--- Aim of the task ---
Copy the lines below exactly, starting with the first and finishing with the one holding "margin:0; font-family:Alegreya,serif; background:var(--page);"; do not copy the pictures.

--- Stored data entries ---
—————

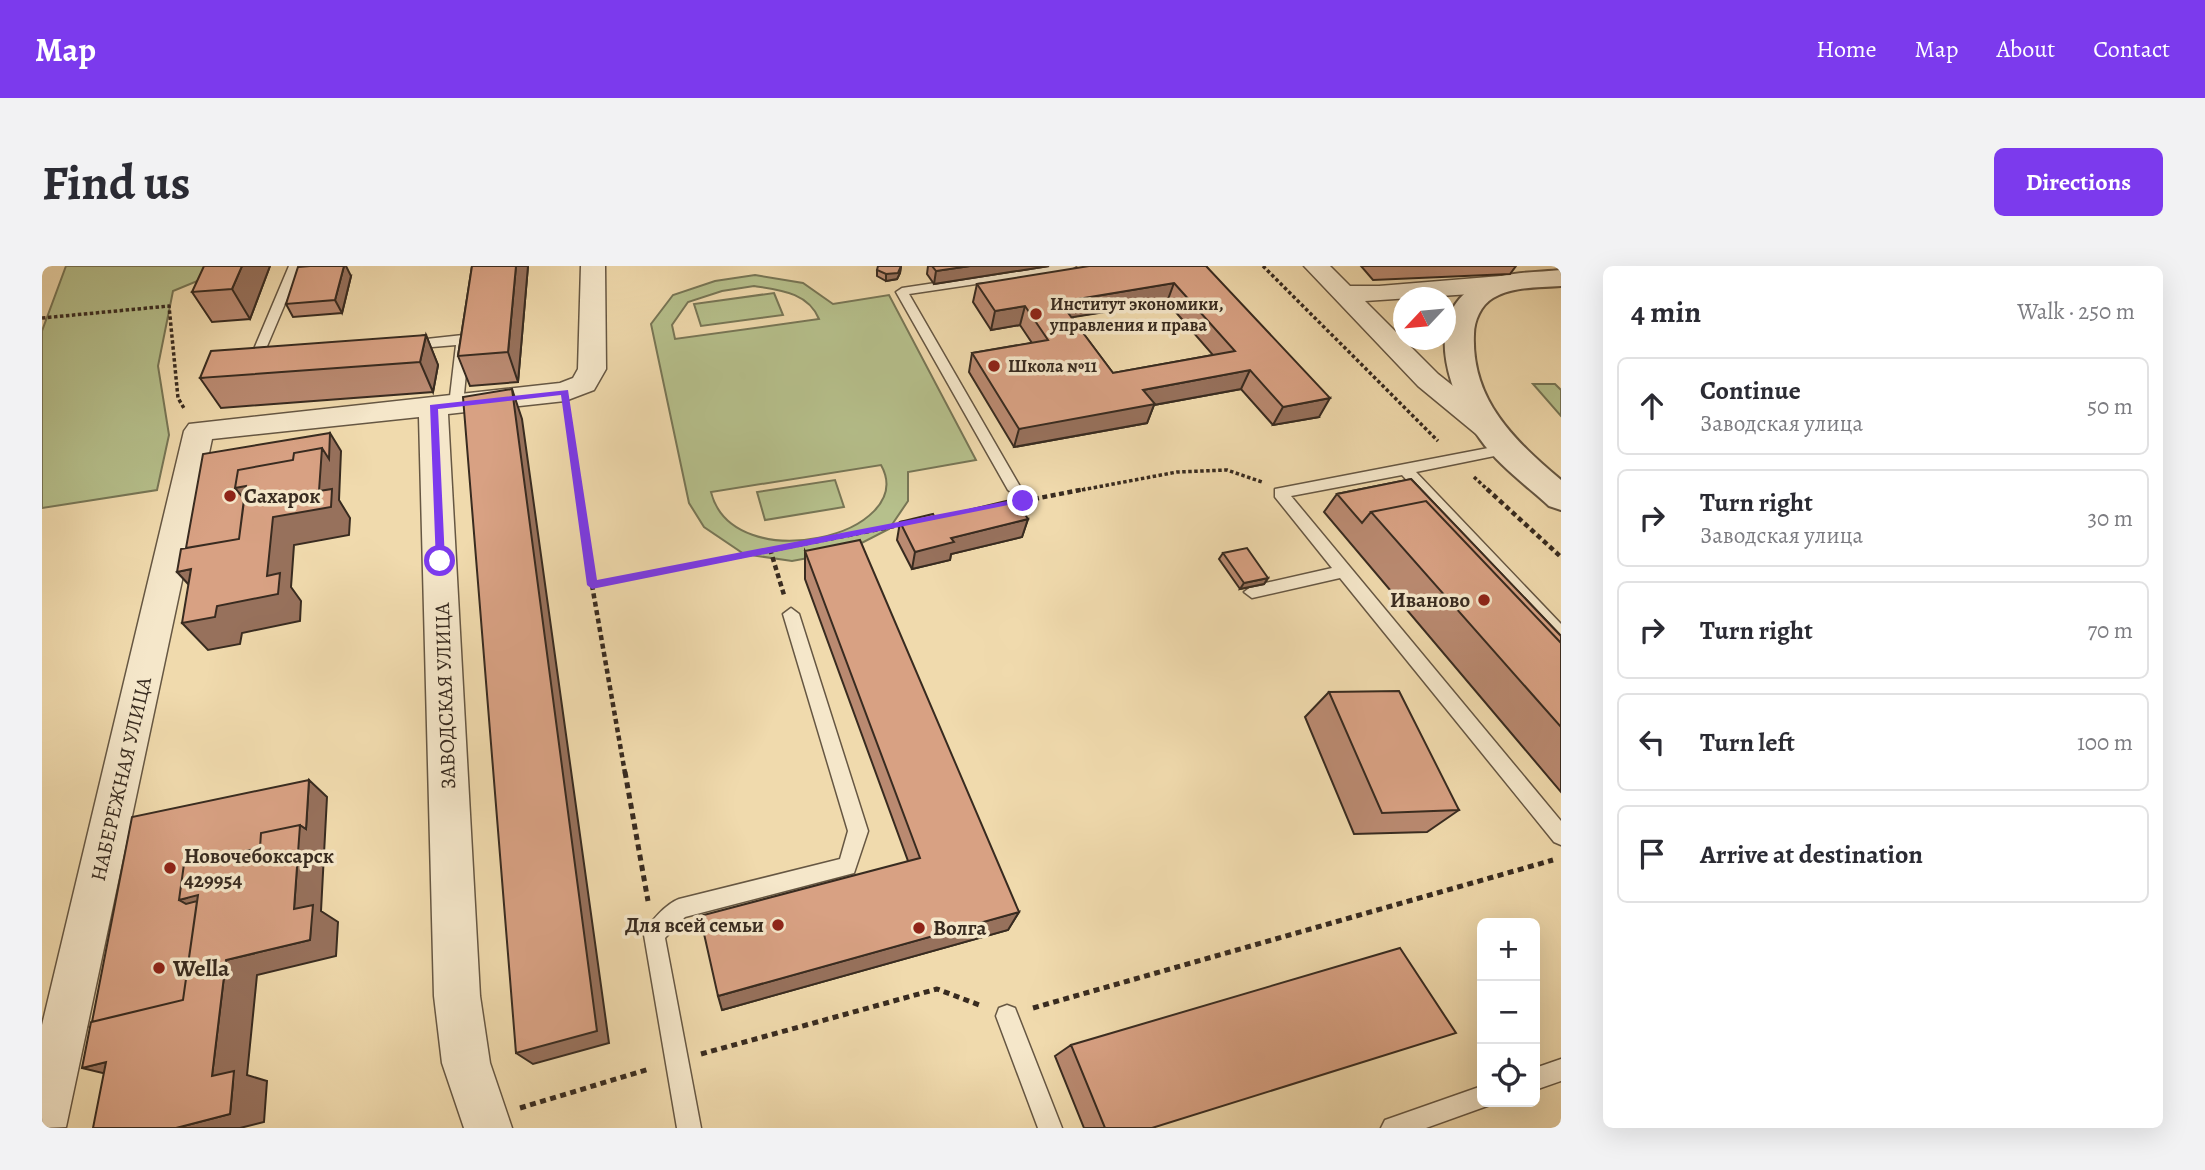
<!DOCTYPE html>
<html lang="en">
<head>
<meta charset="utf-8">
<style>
	:root { --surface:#fff; --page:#f2f2f3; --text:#2b2b33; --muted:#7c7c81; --line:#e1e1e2; --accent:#7c3aed }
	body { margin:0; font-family:Alegreya,serif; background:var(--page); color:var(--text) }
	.controls { position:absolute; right:21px; bottom:21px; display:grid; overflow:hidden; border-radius:10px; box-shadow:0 7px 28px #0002 }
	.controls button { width:63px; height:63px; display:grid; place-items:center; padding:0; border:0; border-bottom:2px solid var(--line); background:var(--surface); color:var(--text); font:35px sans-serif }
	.compass { position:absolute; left:1351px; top:21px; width:63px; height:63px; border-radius:50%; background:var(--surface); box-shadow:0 7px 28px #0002; rotate:244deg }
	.stop { position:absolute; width:21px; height:21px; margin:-16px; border:5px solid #7c3aed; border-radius:50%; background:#fff }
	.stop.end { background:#7c3aed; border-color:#fff; box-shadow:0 2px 7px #0008 }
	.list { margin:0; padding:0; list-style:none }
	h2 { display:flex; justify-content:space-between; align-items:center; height:91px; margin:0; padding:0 28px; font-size:30px }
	h2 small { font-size:23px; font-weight:400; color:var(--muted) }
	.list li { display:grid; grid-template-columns:46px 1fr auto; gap:21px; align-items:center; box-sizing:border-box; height:98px; margin:0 14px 14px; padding:0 14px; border:2px solid var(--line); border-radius:10px }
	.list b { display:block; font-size:26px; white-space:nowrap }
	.list p { margin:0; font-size:23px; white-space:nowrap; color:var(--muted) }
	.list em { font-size:23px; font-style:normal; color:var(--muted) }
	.icon { flex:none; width:38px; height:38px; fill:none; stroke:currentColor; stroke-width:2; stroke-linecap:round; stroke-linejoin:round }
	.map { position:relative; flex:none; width:1519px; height:862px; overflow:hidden; border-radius:10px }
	header { display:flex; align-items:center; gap:42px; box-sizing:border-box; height:98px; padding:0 35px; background:var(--accent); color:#fff }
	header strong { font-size:33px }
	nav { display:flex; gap:38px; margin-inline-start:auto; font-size:24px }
	.intro { display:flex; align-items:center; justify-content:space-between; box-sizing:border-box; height:168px; padding:0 42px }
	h1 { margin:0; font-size:49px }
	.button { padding:18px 32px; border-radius:10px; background:var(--accent); color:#fff; font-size:24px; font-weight:700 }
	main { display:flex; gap:42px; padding:0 42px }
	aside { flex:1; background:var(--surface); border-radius:10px; box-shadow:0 7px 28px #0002 }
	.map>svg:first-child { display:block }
</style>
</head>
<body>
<header>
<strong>Map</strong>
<nav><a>Home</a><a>Map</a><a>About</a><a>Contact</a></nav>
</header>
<div class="intro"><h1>Find us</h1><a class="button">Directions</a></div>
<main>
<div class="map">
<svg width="1519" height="862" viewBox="0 0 1519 862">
	<rect width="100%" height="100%" fill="#f0daad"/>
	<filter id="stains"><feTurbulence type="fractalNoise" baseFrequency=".00286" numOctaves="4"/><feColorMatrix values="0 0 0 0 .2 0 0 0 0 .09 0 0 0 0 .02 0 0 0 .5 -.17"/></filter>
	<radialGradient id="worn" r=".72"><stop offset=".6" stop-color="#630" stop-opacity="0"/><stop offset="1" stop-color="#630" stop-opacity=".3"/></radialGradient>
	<path fill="#b6c08c" stroke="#777656" stroke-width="2" fill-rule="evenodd" d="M24 0H173L170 9 131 25 116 100 127 169 115 224 0 242V65Z
		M713 9 761 17 791 38 847 29 934 194 866 206V235L847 263 804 285 750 295 702 288 662 261 647 237 609 58 631 29 673 15ZM712 20C737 24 766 26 777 53L633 73 630 59 646 36 680 25ZM839 199C878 269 691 314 669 226Z
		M732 27 741 49 659 60 652 38Z
		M1491 118H1513L1519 124V150Z
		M793 214 802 241 723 254 715 226Z"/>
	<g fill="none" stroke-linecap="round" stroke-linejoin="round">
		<g stroke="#665743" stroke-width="3">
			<path id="service" d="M247 0H259L223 85 235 86 236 89 230 93H210L209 90Z
				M1005 0H1034L1028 4 867 28 980 224 973 229 966 224 854 26 860 22Z
				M421 69 425 70 427 75 421 139 414 143 407 139 414 79 366 83 360 79 366 75Z
				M1467 178 1472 180V186L1374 206 1519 358V376L1513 374 1360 209 1249 230 1519 555V579L1512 576 1298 312 1210 332 1202 326 1210 320 1290 302 1233 231V223Z
				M749 342 757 348 826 565 812 607 643 651 623 672 659 862H635L602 669C607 656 624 638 637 633L798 593 806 565 741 348Z
				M965 739 973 742 1020 862H996L954 750 957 742Z
				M1519 793V815L1493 824V802Z
				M1440 820V836H1449L1448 839 1384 862H1339L1343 854Z"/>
		</g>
		<g stroke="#665743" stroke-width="3">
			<path id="minor" d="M539 0H563L564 103 552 124 523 135 406 148 438 730 448 797 470 862H422L400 797 392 730 377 151 170 173 24 861 0 862V759L142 165 147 158 518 117 531 112 536 103Z
				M1262 0H1288L1308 20H1337L1459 10 1468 13 1472 18 1468 23 1459 26 1323 35 1396 108 1459 158 1464 165 1459 172 1449 175 1439 172 1376 120Z"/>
		</g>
		<g stroke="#665743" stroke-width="4">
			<path id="tertiary" d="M1519 4V20C1495 22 1472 20 1451 32 1439 39 1432 55 1432 68 1429 134 1472 174 1519 214V244L1507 240C1484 219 1456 199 1438 173 1410 134 1379 56 1430 22 1456 5 1490 7 1519 4Z"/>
		</g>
		<path stroke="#382b20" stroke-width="3.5" stroke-dasharray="3.5 2.5" stroke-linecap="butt" d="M1221 0 1396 175
			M0 52 127 40 136 132 143 144
			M527 151 537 225
			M1432 211 1447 225
			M1034 225 1135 206 1185 204 1220 216"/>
		<path stroke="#382b20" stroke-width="4.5" stroke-dasharray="5 3.5" stroke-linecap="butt" d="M537 223 550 319 863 258
			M1445 223 1519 291
			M992 233 1043 223
			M728 283 742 329
			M550 319 583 507"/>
		<path stroke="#382b20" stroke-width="5" stroke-dasharray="6 4.5" stroke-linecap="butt" d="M583 506 606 635
			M991 742 1511 594
			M659 788 895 723 940 740
			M478 842 607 803"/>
		<use href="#service" fill="#f5e7ca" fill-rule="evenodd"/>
		<use href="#minor" fill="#f5e7ca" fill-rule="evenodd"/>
		<use href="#tertiary" fill="#f5e7ca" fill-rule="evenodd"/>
	</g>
	<path fill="#ba8a71" stroke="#382b20" stroke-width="2" fill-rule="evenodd" d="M228 0 208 53 170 56 150 26Z
		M430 0H486L476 116 428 120 416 90Z
		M859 0 858 7 855 13 844 15 835 10V4Z
		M886 0H1007L892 18 885 8Z
		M1164 0 1277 151 1231 159 1199 123 1112 139 1105 157 972 181 927 106 930 87 990 77 978 59 949 64 931 36 935 18ZM1125 36 1171 89 1071 107 1029 51Z
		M1319 0H1474L1468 8 1331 14Z
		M309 10 300 47 251 51 244 38Z
		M384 69 396 99 391 126 179 142 158 112Z
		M1369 213 1519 370V526L1282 246 1295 228Z
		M893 252 986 253 980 271 909 288 908 294 870 303 855 274 858 256Z
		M763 285 977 646 966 664 680 744 866 595 763 313Z
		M1181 287 1226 312 1222 318 1198 323 1177 293Z
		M1287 426 1417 544 1385 566 1312 568 1263 451Z
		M1029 779 1112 862H1042L1013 790Z"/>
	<path fill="#97715c" stroke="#382b20" stroke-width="2" d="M200 0H228L208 53 190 23Z
		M302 0H304L309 10 300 47 293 34Z
		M474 0H486L476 116 466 86Z
		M859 0 858 7 855 13 844 15V8Z
		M928 0H1007L892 18 894 5Z
		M1132 17 1125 36 1013 54 1018 36Z
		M983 40 978 59 949 64 953 45Z
		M384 69 396 99 391 126 378 96Z
		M1208 104 1199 123 1112 139 1105 157 972 181 977 163 1101 124Z
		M470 123 480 153 567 777 491 798 474 787Z
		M1288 132 1277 151 1231 159 1241 141Z
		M288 167 299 185 297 234 308 252 307 269 252 279 249 321 259 335 258 355 200 367 198 378 166 384 140 357 175 340 225 310 220 301 193 222 280 182Z
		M986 253 980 271 909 288 908 294 870 303 873 286 909 272Z
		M149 303 161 334 135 306Z
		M1226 312 1222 318 1198 323 1202 317Z
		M267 514 285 531 279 645 296 656 294 690 215 709 205 809 225 815 222 856 198 862H134L188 848 191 816 170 810 184 694 268 674 269 654 252 643 256 586 246 588V602L173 618 171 638 187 648 176 748 80 770 49 761 149 737 161 648 137 634 145 632 149 603 225 586V572L257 565 258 559 264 563Z
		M977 646 966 664 680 744 676 730Z
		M64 796 81 812 40 802Z"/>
	<path fill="#d8a183" stroke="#382b20" stroke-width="2" fill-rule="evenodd" d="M162 0H200L190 23 150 26Z
		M268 0H302L293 34 244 38 256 1Z
		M430 0H474L466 86 416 90Z
		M836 0H859L856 7 844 8 835 4Z
		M890 0H928L894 5Z
		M1047 0H1164L1288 132 1241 141 1208 104 1101 124 1113 138 977 163 930 87 1006 74 983 40 953 45 935 18ZM1132 17 1193 85 1071 107 1018 36Z
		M384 69 378 96 158 112 169 85Z
		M470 123 555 765 474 787 421 131Z
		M288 167 287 193 280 182 252 187 251 194 196 204 193 222 202 233 197 273 144 282 161 188Z
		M280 182 277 225 290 223 289 241 231 251 225 310 238 307 236 328 175 340 173 351 140 357 149 303 135 306 139 283 197 273 204 220 193 222 196 204 251 194 252 187Z
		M1369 213 1519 370V377L1384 235 1329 246 1320 257 1295 228Z
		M973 233 986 253 909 272 912 276 873 286 858 256 891 248 893 252Z
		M1384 235 1519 377V461L1329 246Z
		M818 274 977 646 676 730 658 650 878 592 763 285Z
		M1205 282 1226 312 1202 317 1181 287Z
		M1357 425 1417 544 1340 547 1287 426Z
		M267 514 264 563 258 559 219 567 218 582 142 598 137 634 144 638 155 635 141 734 50 756 90 551Z
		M258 559 252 643 271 639 268 674 184 694 170 810 192 805 188 848 134 862H51L64 796 40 802 49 756 141 734 156 629 137 634 142 598 218 582 219 567Z
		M1358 682 1414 767 1110 862H1063L1029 779Z"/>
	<path fill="#7c3aed" d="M526 124 555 314 981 232 986 235 550 323 545 319 519 129 396 143 403 295 394 298 388 139Z"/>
	<g fill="#8f2418" stroke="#f5e7ca" stroke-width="2.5">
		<circle cx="994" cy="48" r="7"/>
		<circle cx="952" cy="100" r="7"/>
		<circle cx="188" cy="230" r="7"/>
		<circle cx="1442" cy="334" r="7"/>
		<circle cx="128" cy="602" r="7"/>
		<circle cx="736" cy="659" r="7"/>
		<circle cx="877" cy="662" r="7"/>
		<circle cx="117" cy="702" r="7"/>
	</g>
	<g text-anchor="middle" stroke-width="7" stroke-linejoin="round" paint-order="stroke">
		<g font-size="18" font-weight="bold" fill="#382b20" stroke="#f5e7ca" text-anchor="start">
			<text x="1008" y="44">Институт экономики,<tspan x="1008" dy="21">управления и права</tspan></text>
			<text x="966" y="106">Школа №11</text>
		</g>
		<g font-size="21" font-weight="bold" fill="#382b20" stroke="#f5e7ca" text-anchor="start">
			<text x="202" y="237">Сахарок</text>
			<text x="1428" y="341" text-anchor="end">Иваново</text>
			<text x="142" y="597">Новочебоксарск<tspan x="142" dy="24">429954</tspan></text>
			<text x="722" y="666" text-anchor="end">Для всей семьи</text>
			<text x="891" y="669">Волга</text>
		</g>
		<g font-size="21" fill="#382b20" stroke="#f5e7ca">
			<text transform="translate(403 430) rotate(-92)" y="7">ЗАВОДСКАЯ УЛИЦА</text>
			<text transform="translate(79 513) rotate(-77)" y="7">НАБЕРЕЖНАЯ УЛИЦА</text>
		</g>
		<g font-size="24" font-weight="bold" fill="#382b20" stroke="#f5e7ca" text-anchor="start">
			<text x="131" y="710">Wella</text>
		</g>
	</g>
	<rect width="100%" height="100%" filter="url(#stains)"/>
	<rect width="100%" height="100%" fill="url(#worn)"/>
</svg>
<div class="controls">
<button>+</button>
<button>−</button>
<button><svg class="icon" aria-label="locate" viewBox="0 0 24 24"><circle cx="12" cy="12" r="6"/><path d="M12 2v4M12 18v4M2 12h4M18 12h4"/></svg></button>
</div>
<svg class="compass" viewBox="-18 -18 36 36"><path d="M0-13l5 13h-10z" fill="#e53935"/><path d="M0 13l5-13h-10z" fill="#7c7c81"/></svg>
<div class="stop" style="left:398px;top:295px"></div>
<div class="stop end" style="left:981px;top:235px"></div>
</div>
<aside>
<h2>4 min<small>Walk · 250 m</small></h2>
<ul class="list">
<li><svg class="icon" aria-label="ahead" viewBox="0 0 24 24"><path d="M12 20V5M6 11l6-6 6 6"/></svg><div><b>Continue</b><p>Заводская улица</p></div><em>50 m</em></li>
<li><svg class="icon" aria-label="right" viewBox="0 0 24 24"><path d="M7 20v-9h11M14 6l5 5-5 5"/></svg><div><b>Turn right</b><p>Заводская улица</p></div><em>30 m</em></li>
<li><svg class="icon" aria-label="right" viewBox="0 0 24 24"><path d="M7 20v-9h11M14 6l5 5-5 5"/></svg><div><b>Turn right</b></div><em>70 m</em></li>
<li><svg class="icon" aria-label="left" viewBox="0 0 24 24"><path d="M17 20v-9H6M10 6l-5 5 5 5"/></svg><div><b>Turn left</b></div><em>100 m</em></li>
<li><svg class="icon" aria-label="arrive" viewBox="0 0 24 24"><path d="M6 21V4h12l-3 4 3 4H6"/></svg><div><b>Arrive at destination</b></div></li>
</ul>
</aside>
</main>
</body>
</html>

—————

--- Expected answer ---
<!DOCTYPE html>
<html lang="en">
<head>
<meta charset="utf-8">
<style>
	:root { --surface:#fff; --page:#f2f2f3; --text:#2b2b33; --muted:#7c7c81; --line:#e1e1e2; --accent:#7c3aed }
	body { margin:0; font-family:Alegreya,serif; background:var(--page); color:var(--text) }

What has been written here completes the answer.